Mahesa berhenti tepat di depan Athalia, menjepit dagu wanita itu lalu menariknya hingga bola mata mereka bertemu.
"Aku memanggilmu karena aku menginginkanmu, Athalia. Puaskan aku sekarang!" Mahesa berbisik di telinga kanan Athalia, membuat Athalia berjengit sedikit kegelian, sedangkan matanya memejam menikmati sentuhan Mahesa yang mulai bergerak liar, menjalar di bagian tubuhnya yang sensitif.
Detik kemudian, Mahesa sudah memagut bibir Athalia, membuat Athalia mabuk dengan ciumannya yang begitu lihai.
Athalia pasrah saat tangan Mahesa berusaha membuka satu per satu kancing blousnya, lelaki itu benar-benar menginginkannya.
Satu jam kemudian, mereka telah berada di kamar besar yang terhubung dengan ruang kerja Mahesa.
“Aku haus.” Athalia berkata dengan sisa napasnya..
“Ini. Minumlah!” Mahesa mengambil sebotol air dari atas nakas, kemudian memberikannya pada Athalia.
“Terimakasih.” ternyata tutup botol itu sudah dibuka, dan Athalia tinggal meneguknya saja.
Dan Athalia tidak tahu, ketika ia setengah duduk dan mendongkak meneguk minumannya, saat itu juga bola mata Mahesa memperhatikan leher jenjang milik Athalia yang naik-turun.
Keringat yang membasahi leher Athalia membuatnya sedikit mengkilat, tampak seksi di mata Mahesa yang seorang laki-laki dewasa dan normal.
“Apa kau tidak ingin minum?” tanya Athalia, menoleh pada Mahesa.
Mahesa menggeleng. “Tidak.” jawabnya singkat.
Athalia menaruh botol yang airnya tinggal setengah itu ke atas nakas yang ada di sampingnya. Lalu Mahesa turun dari ranjang dan berjalan tegas menuju lemari hanya dengan menggunakan boxer. Ia mengambil bathrobe putih dan tanpa canggung mengenakannya di depan Athalia.

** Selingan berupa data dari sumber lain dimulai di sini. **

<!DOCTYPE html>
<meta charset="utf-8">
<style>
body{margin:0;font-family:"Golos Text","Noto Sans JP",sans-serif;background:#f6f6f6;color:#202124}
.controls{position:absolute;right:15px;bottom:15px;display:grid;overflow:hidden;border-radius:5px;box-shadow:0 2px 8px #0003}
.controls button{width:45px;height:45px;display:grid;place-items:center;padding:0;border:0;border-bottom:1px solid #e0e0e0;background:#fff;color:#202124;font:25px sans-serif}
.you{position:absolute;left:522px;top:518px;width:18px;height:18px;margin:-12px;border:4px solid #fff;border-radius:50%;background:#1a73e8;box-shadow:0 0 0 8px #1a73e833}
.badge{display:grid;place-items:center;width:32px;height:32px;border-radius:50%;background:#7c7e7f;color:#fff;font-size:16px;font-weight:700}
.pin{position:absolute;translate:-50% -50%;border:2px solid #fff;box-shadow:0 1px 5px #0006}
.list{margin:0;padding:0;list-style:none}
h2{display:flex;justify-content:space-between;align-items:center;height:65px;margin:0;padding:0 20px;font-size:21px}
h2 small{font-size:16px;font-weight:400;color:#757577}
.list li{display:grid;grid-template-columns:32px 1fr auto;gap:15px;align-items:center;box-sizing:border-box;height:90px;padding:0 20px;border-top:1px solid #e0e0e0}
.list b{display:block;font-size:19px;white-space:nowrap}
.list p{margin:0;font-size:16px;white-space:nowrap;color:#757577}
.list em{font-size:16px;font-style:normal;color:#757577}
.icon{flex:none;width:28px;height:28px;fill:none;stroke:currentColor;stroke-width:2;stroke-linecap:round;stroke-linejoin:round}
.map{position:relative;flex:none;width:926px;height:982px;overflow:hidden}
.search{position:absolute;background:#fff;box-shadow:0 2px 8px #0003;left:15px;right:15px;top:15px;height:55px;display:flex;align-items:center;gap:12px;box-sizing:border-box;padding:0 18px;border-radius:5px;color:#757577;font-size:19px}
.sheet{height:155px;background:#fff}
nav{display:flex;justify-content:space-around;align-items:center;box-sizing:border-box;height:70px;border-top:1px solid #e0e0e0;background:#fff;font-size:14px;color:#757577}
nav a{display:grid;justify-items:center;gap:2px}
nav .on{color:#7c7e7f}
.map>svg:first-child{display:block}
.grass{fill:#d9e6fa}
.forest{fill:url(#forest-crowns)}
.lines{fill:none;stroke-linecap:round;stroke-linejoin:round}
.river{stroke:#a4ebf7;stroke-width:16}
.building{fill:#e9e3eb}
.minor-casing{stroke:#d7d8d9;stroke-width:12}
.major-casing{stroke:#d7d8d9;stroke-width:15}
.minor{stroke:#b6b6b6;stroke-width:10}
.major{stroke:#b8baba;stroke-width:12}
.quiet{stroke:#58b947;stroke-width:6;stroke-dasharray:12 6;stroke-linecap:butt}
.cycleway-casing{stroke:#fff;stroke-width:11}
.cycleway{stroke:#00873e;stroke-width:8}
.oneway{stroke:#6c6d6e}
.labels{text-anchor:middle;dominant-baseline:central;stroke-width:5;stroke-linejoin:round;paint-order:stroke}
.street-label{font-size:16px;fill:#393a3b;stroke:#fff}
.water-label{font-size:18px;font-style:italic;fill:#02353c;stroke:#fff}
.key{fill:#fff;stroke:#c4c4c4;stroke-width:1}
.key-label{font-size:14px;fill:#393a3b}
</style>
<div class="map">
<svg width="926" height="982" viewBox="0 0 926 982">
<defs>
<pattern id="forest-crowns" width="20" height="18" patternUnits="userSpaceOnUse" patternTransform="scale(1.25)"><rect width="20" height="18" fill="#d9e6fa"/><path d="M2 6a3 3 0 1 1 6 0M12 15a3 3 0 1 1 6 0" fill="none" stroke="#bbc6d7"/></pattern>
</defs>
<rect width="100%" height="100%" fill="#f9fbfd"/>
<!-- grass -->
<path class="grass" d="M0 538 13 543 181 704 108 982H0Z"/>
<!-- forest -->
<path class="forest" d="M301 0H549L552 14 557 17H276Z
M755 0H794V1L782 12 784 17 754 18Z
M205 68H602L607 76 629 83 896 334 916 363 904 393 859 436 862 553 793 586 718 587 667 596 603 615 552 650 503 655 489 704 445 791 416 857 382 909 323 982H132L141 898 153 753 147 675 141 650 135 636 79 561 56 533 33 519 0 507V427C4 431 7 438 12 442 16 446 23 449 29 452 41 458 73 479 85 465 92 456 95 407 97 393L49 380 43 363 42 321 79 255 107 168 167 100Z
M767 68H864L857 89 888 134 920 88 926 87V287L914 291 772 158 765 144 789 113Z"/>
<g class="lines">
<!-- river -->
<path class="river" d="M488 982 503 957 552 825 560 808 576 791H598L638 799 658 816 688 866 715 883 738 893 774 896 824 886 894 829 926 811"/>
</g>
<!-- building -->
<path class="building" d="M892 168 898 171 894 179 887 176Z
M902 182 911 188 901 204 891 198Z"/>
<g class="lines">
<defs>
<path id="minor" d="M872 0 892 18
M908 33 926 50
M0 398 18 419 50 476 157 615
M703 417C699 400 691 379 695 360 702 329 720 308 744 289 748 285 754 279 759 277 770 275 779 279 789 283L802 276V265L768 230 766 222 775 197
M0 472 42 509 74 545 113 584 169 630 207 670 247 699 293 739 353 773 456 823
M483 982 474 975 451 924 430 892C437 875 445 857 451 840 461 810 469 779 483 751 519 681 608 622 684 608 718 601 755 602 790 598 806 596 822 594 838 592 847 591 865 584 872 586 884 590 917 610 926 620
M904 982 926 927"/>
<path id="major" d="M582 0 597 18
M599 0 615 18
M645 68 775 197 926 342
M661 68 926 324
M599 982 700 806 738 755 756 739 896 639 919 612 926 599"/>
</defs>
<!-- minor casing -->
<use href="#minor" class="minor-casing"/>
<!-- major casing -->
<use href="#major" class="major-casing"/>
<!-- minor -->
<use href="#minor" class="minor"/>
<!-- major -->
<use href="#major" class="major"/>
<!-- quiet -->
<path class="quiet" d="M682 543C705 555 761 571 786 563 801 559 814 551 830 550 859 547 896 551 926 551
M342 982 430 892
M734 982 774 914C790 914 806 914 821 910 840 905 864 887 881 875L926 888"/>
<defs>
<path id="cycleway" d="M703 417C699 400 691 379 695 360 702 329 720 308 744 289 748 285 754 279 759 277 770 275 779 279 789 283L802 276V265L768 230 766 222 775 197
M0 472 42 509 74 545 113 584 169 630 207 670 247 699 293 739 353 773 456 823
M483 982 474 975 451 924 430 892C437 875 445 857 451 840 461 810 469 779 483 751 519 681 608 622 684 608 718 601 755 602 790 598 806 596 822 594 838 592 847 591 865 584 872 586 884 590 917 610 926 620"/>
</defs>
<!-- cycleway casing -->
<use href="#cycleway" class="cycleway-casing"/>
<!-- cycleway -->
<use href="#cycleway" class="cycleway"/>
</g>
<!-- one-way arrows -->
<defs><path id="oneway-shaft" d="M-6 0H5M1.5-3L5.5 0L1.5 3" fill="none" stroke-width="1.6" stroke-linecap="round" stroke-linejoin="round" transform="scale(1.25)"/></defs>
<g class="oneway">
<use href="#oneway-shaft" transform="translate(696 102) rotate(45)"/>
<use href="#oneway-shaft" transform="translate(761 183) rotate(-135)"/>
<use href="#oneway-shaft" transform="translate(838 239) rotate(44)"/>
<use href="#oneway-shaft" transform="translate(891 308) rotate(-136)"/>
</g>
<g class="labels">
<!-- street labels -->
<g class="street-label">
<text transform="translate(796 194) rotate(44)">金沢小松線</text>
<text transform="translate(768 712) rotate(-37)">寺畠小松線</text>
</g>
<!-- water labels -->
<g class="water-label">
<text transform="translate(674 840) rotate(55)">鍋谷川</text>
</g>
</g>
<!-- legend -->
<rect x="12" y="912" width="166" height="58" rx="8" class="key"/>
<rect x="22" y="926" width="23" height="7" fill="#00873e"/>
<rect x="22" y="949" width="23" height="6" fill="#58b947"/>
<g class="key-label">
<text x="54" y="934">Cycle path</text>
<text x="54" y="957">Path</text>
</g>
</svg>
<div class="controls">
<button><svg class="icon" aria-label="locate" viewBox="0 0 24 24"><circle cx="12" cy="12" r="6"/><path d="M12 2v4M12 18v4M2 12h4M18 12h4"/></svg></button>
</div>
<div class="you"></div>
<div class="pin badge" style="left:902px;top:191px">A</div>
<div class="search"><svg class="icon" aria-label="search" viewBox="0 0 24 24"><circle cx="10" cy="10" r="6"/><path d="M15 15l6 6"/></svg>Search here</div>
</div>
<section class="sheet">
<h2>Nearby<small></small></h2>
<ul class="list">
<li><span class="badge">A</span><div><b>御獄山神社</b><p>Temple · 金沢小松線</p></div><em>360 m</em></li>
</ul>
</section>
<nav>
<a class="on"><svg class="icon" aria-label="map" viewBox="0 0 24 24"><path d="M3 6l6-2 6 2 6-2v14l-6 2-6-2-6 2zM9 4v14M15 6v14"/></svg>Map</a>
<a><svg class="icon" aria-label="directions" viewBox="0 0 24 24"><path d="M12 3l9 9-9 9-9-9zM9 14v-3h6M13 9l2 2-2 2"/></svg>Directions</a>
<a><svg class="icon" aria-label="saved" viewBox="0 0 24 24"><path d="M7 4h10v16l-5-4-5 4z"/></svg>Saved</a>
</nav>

Athalia memperhatikan gerakan Mahesa dalam diam. Matanya memindai tubuh tegap lelaki itu. Seketika Athalia teringat dengan bekas luka yang terdapat di bagian punggung Mahesa. Tentang darimana Mahesa mendapatkannya, pertanyaan itu mengusik benak Athalia.
“Apa yang kau pikirkan? Mengapa kau menatapku seperti itu?”
Athalia terkejut, rupanya Mahesa menyadari tatapannya meskipun lelaki itu saat ini sedang berdiri membelakanginya sambil sibuk mengikat tali bathrobe di perutnya.
“Enghhh … “
“Apa ada sesuatu yang ingin kau tanyakan?” kini Mahesa membalikan tubuhnya, menghadap Athalia dengan kedua tangan yang melipat di depan d**a.
Athalia menggaruk tengkuknya yang tak gatal, lalu ia mengangguk ragu.
“Tanyakanlah sebelum aku masuk ke kamar mandi.”
“Apa tadi itu kau melakukannya hanya untuk meluapkan amarahmu? Karena sejak aku tinggal di apartmenmu, kau tidak pernah melakukannya sambil emosi seperti tadi. Memangnya apa yang membuatmu marah, Mahesa? Dan … bekas luka apa yang ada di punggungmu itu?” tanya Athalia.
Mahesa terdiam sejenak, matanya menyipit menatap pada Athalia.
“Jika aku memang melakukannya sambil marah, lantas apa kau merasa kesal?” Mahesa balik bertanya.
“Tapi aku tidak suka dijadikan pelampiasan. Kau melakukannya dengan sedikit kasar,” Athalia berkata pelan.
Mahesa mengangkat sebelah alisnya begitu mendengar ucapan dari mulut wanita itu. Mahesa melangkah lebih dekat, ia membungkuk untuk menjepit dagu Athalia dengan ibu jari dan telunjuknya, lalu menariknya agar bola mata mereka bisa saling bertemu padu.
“Lalu apa yang kau inginkan? Apa yang kau harapkan dariku, Athalia? Kau ingin aku menyentuhmu dengan cara yang terhormat? Kau ingin aku memperlakukanmu selembut mungkin?” Mahesa tersenyum meremehkan.
Melihat tatapan penuh penghinaan itu, membuat jantung Athalia serasa diremas dan diremukan dengan kuat. Hatinya hancur. Lagi-lagi Mahesa melukai perasaannya.
“Dengar, Athalia. Kau bukan seorang ratu dalam hidupku. Kau hanya wanita yang kubayar untuk menghangatkan ranjangku sementara waktu. Sadarlah di mana posisimu. Dan di mana posisiku. Lalu soal bekas luka yang ada di punggungku, kau tidak berhak mempertanyakannya. Tidak semua urusanku harus kau ketahui. Karena aku tidak suka saat orang lain ikut campur terlalu jauh dalam kehidupanku! Detik ini aku memperingatkanmu, jangan pernah tanyakan apapun yang akan membuatku marah! Camkan itu!” Mahesa melepaskan jemarinya dari dagu Athalia dengan sedikit menyentaknya.
Athalia terkejut melihat raut padam di wajah Mahesa. Lelaki itu tampak marah. Sepertinya Mahesa tidak suka mendengar pertanyaannya.